Эда задумалась, а Велона мучил все тот же вопрос. Хотя жестокость южан его повеселила — и еще что-то на них, темных, говорят.
— Ты присутствовала?
— Да, пару раз. Было интересно… А, ты ведь не знаешь, — опомнилась она, заметив выражение его лица. Не каждый день ему любимая эльфийка признается, что ей нравится смотреть на пытки. — После такой казни искалеченные души почти всегда превращаются в проклятые сущности. Это очень серьезный враг, поверь. На них не действует магия — в общем понимании — и простое оружие. А если уж она создаст алтарь и соберет паству, то придется приложить много усилий, чтобы уничтожить ее. Но у вас здесь такого не будет, для возникновения проклятой сущности нужны терзания души или вина за гибель сотни тысяч живых существ, чтобы их посмертные проклятия изувечили их палача…

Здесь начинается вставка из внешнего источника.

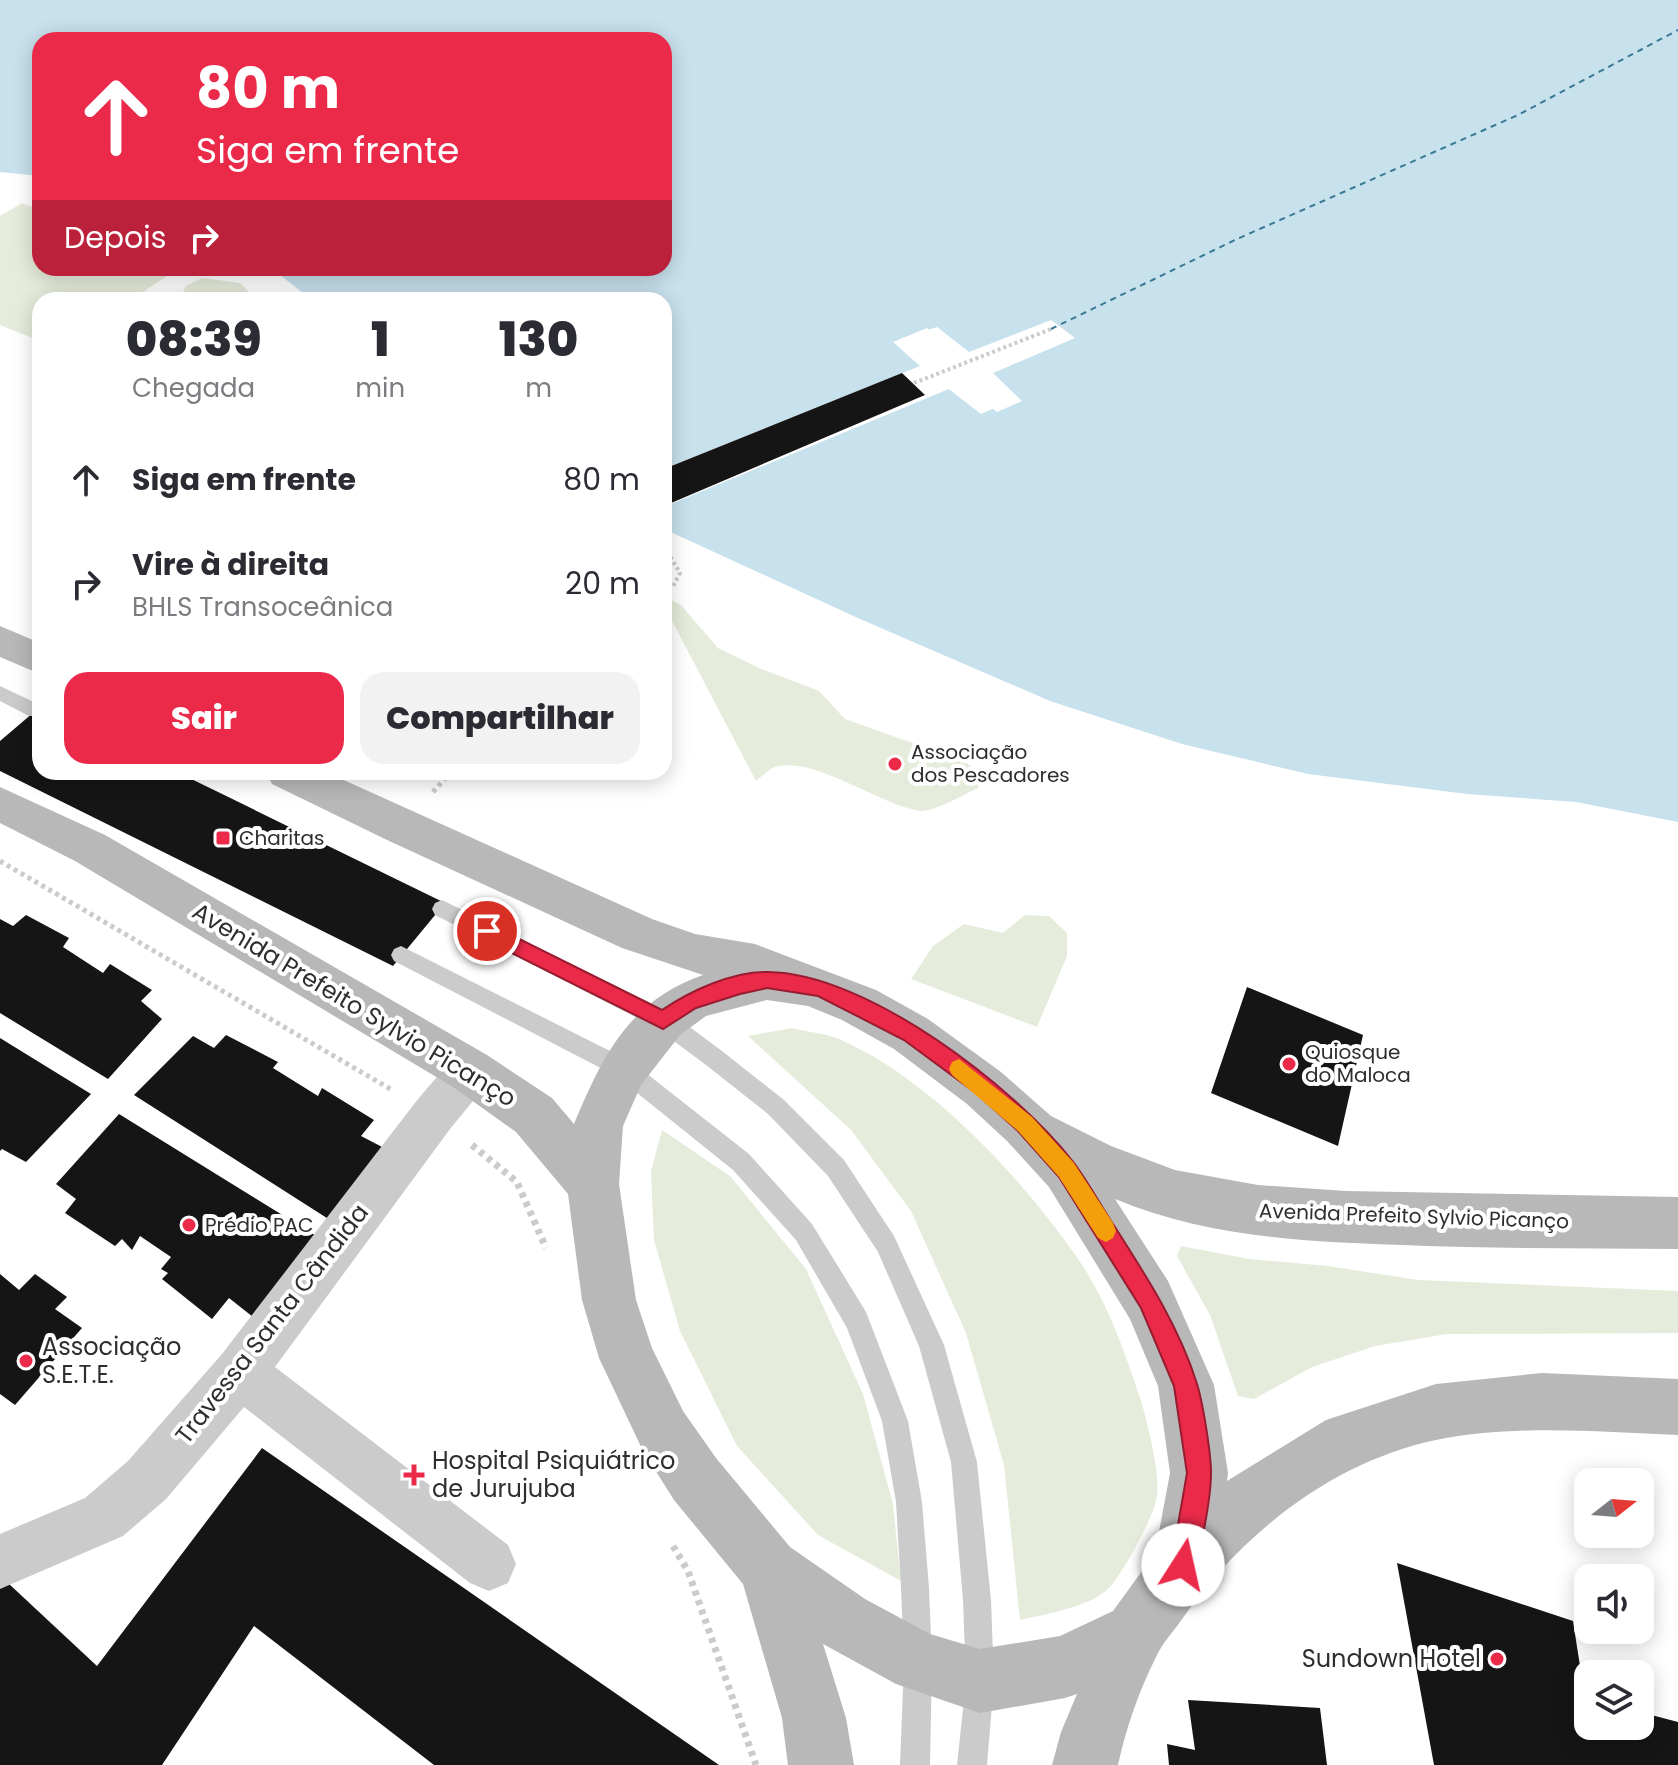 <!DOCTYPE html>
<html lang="pt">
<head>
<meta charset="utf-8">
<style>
  body { margin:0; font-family:Poppins,sans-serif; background:#f2f2f3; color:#2b2b33; height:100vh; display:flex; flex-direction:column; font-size:30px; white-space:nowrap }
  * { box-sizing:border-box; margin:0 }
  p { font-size:26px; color:#7c7c81 }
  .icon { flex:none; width:44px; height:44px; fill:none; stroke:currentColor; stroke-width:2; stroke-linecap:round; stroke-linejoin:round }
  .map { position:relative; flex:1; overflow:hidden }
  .sheet { position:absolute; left:32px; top:292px; width:640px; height:488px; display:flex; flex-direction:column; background:#fff; border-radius:24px; box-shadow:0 4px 20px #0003 }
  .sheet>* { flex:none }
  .top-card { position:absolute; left:32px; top:32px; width:640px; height:244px; border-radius:24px; box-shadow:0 4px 20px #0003; background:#eb2a4a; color:#fff; overflow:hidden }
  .needle { width:52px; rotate:73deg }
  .controls { position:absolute; left:1574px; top:1468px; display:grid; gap:16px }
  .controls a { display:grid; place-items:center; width:80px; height:80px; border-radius:16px; background:#fff; box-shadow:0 4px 20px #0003; font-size:40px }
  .pin { position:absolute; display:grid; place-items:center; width:68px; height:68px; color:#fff; margin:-34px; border:4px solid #fff; border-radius:50%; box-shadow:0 2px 8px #0007 }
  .me { position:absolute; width:88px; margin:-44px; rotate:10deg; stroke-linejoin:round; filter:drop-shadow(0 0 6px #0008) }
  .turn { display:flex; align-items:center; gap:28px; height:168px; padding:0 32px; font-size:36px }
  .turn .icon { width:104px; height:104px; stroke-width:2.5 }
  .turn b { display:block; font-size:56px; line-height:68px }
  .then { display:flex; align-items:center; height:76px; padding:0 32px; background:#0003; gap:16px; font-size:30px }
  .eta { display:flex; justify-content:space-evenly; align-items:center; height:136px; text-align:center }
  .eta b { font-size:48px; font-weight:800; line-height:56px }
  .cta { display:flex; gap:16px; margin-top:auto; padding:16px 32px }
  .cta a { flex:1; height:92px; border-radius:24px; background:#eb2a4a; color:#fff; font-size:32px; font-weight:800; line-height:92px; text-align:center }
  .cta a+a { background:#f2f2f3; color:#2b2b33 }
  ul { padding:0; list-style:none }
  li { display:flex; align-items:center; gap:24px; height:104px; padding:0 32px }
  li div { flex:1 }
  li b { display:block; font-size:30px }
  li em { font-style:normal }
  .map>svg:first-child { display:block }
  .green { fill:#e6ecdb }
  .water { fill:#c7e1ed }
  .pier { fill:#fff }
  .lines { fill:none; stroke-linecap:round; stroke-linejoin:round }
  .ferry { stroke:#397993; stroke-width:2; stroke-dasharray:6 5; stroke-linecap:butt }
  .building { fill:#151515 }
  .path-far2 { stroke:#cbcbcb; stroke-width:4; stroke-dasharray:3 3; stroke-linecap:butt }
  .path-far1 { stroke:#cbcbcb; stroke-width:5; stroke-dasharray:4 4; stroke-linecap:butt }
  .path { stroke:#cbcbcb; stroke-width:7; stroke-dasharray:5 5; stroke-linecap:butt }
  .service { fill:#cbcbcb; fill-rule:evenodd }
  .minor { fill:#cbcbcb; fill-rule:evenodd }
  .secondary { fill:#b8b8b8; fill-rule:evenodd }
  .route { fill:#eb2a4a; stroke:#991b30; stroke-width:2 }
  .slow { fill:#f59e0b }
  .poi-dot { fill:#eb2a4a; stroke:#fff; stroke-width:3 }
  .labels { text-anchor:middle; stroke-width:8; stroke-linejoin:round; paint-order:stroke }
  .poi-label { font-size:20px; fill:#2e2e2e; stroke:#fff; text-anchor:start }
  .street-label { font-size:20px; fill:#2e2e2e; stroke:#fff }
  .near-street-label { font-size:24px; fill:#2e2e2e; stroke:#fff }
  .near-poi-label { font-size:24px; fill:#2e2e2e; stroke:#fff; text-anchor:start }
</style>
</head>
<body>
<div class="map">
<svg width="1678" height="1765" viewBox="0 0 1678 1765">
  <rect width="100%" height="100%" fill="#fff"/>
  <path class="green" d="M22,203L40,210V268H179L131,300H40V341L0,325V216Z
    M202,278L240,283L257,300H179L186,286Z
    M664,596L681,605L718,648L759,668L819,691L845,719L966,762L981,777L978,788C965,794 934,812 921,811C881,806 814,755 775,767C769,769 761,777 756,781L672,621L664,617Z
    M1025,915L1049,916L1067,933V956L1037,1027L911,979L933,946L964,924L1003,933Z
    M792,1028C807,1032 824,1033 839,1039C932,1079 1029,1185 1084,1268C1110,1308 1126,1356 1141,1401C1148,1425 1160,1472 1157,1496C1154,1517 1124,1571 1110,1587C1091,1607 1046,1614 1020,1620L1004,1465L966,1333L911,1211L851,1130L748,1036Z
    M662,1130L730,1176L806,1269L863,1394L893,1504L901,1581L818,1535L737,1446L680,1331L654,1240L651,1171Z
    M1181,1246L1249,1259L1328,1266L1418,1280L1678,1291V1333L1447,1334L1375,1346L1312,1367L1254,1399L1238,1396L1210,1315L1177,1256Z"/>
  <path class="water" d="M0,0H1678V822L1576,802L1467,794L1308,774L1182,744L1050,701L860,619L664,529V507L961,384L997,412L1022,401L993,373L1075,338L1051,320L969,352L937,327L909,336L936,365L664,470V300H312L271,268H664V40H40V176L0,172Z"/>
  <path class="pier" d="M927,328L932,332L916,338L940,362L938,368L664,474V469L920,366L893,342Z
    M960,380L997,407L981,414L946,387L664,506V502Z"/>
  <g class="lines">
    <path class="ferry" d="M1051,329L1237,239L1518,115L1678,30"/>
  </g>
  <path class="building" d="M902,373L925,395L664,506V469Z
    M40,707V772H177L445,903L393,966L0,771V741Z
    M26,915L69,938L63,947L103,973L110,964L152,990L141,1001L162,1019L108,1079L0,1013V919L13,926Z
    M1247,987L1363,1035L1338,1146L1211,1093Z
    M226,1035L278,1062L273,1068L318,1096L322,1088L374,1120L361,1136L386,1149L330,1220L134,1095L193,1036L214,1048Z
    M0,1038L91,1094L26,1162L2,1149L0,1151Z
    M119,1114L318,1237L253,1317L229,1298L212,1319L162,1279L168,1273L161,1269L171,1257L140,1236L132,1250L122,1239L115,1246L65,1213L76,1199L56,1184Z
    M0,1274L19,1290L35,1274L67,1297L55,1309L82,1328L15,1405L0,1394Z
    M262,1448L719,1765H434L254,1626L162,1765H0V1588L8,1583L97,1666Z
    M1397,1563L1573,1621L1585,1698H1588V1726H1640V1712L1678,1722V1765H1434Z
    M1188,1700L1320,1708L1327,1765H1169L1167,1744L1195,1750Z"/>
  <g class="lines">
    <path class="path-far2" d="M914,383L1051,329
      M664,557L671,558L680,573L672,588L664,590"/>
    <path class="path-far1" d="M433,792L451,772
      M0,861L392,1090"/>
    <path class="path" d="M472,1145L517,1182L546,1248
      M673,1546L688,1571L756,1765"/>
    <path class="service" d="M0,686L40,705V716H29L0,701Z
      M442,900L671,1013L722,1051L784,1100L844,1160L894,1236L944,1345L977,1462L991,1600L994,1681L987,1765H957L966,1681L963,1600L951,1462L919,1346L878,1252L828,1176L768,1114L706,1065L655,1027L435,915L432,909L435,903Z
      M401,946L632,1062L749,1154L812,1224L866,1312L908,1421L922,1502L929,1588L932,1662L930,1765H900L904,1662L901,1588L896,1502L882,1421L847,1328L796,1240L733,1170L616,1076L394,961L391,955L394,949Z"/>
    <path class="minor" d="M470,1051L486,1057L492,1071L486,1085L450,1129L275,1367L508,1545L516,1564L508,1583L489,1591L470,1583L244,1407L166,1499L123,1536L0,1589V1534L85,1498L128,1461L222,1354L418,1099L454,1057Z"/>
    <path class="secondary" d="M0,626L40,643V674L0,657Z
      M266,772H326L652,919L695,934L755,944L876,990L928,1019L1001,1072L1051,1116L1111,1146L1175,1170L1258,1185L1346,1191L1678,1197V1249C1586,1248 1495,1249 1403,1245C1304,1242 1207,1237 1115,1199L1168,1281L1214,1385L1228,1473L1227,1481L1326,1420L1436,1384L1542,1373L1678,1379V1435C1598,1432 1515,1424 1436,1440C1331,1462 1240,1535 1180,1622C1172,1633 1162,1644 1156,1657C1139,1691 1126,1728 1118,1765H1052L1061,1732L1077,1694L1065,1698L980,1713L896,1684L823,1644L846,1718L854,1765H788L782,1718L743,1584L674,1500L643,1451L599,1358L582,1300L568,1194L516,1132L453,1087L75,861L0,823V787L105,835L487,1055L552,1098L574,1124C603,1055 629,1001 703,975L622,948L387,840L272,784ZM767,1000L808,1006L842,1020L894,1049L967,1104L1007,1141L1049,1187L1130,1319L1158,1386L1170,1473L1155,1553L1113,1611L1060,1636L980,1649L930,1634L865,1599L790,1547L716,1458L683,1411L652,1348L636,1300L619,1184L623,1126L641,1085L680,1035L706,1016Z"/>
  </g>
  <path class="route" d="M487,923L662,1010C690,991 733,971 768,972C867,973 1015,1087 1074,1163C1088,1182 1100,1204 1113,1224C1145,1274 1179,1326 1197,1384C1203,1403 1211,1454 1211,1473C1211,1496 1201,1554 1192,1574L1183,1578L1174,1574L1171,1565L1187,1473L1174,1386L1141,1308L1059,1177L1018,1131L977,1094L904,1040L818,996L767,988L740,994L696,1008L663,1029L480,937L477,931L480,925Z"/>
  <path class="slow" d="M959,1059L1032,1117L1074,1163L1113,1223L1116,1231L1113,1238L1106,1242L1098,1238L1059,1177L1018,1131L952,1075L949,1069L952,1062Z"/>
  <g class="poi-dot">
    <circle cx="895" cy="764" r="8"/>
    <rect x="215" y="830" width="16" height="16" rx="4"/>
    <circle cx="1289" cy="1064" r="8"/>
    <circle cx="189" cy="1225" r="8"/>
    <circle cx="26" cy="1361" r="8"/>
    <path d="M410 1463h8v8h8v8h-8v8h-8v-8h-8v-8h8z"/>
    <circle cx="1497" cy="1659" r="8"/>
  </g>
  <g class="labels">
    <g class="poi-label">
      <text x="911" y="759">Associação<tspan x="911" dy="23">dos Pescadores</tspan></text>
      <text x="239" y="845">Charitas</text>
      <text x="1305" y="1059">Quiosque<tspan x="1305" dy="23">do Maloca</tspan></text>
      <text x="205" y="1232">Prédio PAC</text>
    </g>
    <g class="street-label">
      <text transform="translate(1414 1216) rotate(2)" y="7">Avenida Prefeito Sylvio Picanço</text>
    </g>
    <g class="near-street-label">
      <text transform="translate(354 1005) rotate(31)" y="8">Avenida Prefeito Sylvio Picanço</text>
      <text transform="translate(272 1324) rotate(-52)" y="8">Travessa Santa Cândida</text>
    </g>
    <g class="near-poi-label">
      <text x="42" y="1355">Associação<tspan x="42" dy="28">S.E.T.E.</tspan></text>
      <text x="432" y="1469">Hospital Psiquiátrico<tspan x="432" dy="28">de Jurujuba</tspan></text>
      <text x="1481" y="1667" text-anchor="end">Sundown Hotel</text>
    </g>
  </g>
</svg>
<div class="controls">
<a><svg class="needle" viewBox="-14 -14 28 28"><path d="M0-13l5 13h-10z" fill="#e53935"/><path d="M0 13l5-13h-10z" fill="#7c7c81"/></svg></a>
<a><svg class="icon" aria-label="sound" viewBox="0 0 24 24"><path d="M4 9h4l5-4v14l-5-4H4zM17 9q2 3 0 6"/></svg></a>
<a><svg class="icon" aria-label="layers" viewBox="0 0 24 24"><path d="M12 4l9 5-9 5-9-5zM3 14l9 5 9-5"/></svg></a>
</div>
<div class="pin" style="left:487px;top:931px;background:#d93025"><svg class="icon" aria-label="arrive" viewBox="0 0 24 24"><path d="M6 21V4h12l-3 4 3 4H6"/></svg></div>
<svg class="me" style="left:1183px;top:1565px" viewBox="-20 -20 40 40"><circle r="19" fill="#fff"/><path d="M0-13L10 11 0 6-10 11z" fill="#eb2a4a"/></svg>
<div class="top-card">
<div class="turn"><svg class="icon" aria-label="ahead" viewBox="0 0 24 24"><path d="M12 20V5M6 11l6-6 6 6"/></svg><div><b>80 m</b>Siga em frente</div></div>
<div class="then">Depois<svg class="icon" aria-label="right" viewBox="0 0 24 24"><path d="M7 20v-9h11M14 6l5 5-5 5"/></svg></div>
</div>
<section class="sheet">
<div class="eta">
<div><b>08:39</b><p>Chegada</p></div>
<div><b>1</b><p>min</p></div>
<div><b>130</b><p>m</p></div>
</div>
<ul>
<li><svg class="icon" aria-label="ahead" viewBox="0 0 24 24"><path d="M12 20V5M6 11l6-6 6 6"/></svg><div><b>Siga em frente</b></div><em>80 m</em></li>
<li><svg class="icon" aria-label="right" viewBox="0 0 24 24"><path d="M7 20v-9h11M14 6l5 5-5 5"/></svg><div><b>Vire à direita</b><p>BHLS Transoceânica</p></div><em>20 m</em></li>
</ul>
<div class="cta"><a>Sair</a><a>Compartilhar</a></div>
</section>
</div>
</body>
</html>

— Да, мы, конечно, жестокие, но не настолько, — хмыкнул Велон, давая себе зарок по возможности не приближаться к югу — какие-то у них извращенные понятия. Да и душу свою жаль, хоть ее и ждет посмертие в Глубинах. Но одно дело отправиться к демоном жариться в огне, а другое — остаться в мире бесплотной тенью, способной лишь убивать.
— Поживем пока без ваших проклятых, — постановил Велон и приобнял хес'си за плечи. Она ответила ему улыбкой. В последние пару месяцев ее состояние улучшилось, и это служило поводом для хорошего настроения не только у самой Эды.
— Хочешь еще? — поинтересовался он, когда она отставила на столик пустую тарелку. Не первую, к слову.
— Нет. Воды хочу, — призналась она.
— Просто воды? Без рыбы, лимона, кофе и клубники?
— Знаешь, как хочется тебя убить? Но потом я вспоминаю, что ты кормишь собственного сына, и успокаиваюсь, — мстительно ответила она. Велон прикусил свой острый язык и отправился в спальню за графином с водой. По возвращению его ждала чу?дная картина спящей хес'си. Диван остался в полном ее распоряжении, и она им воспользовалась.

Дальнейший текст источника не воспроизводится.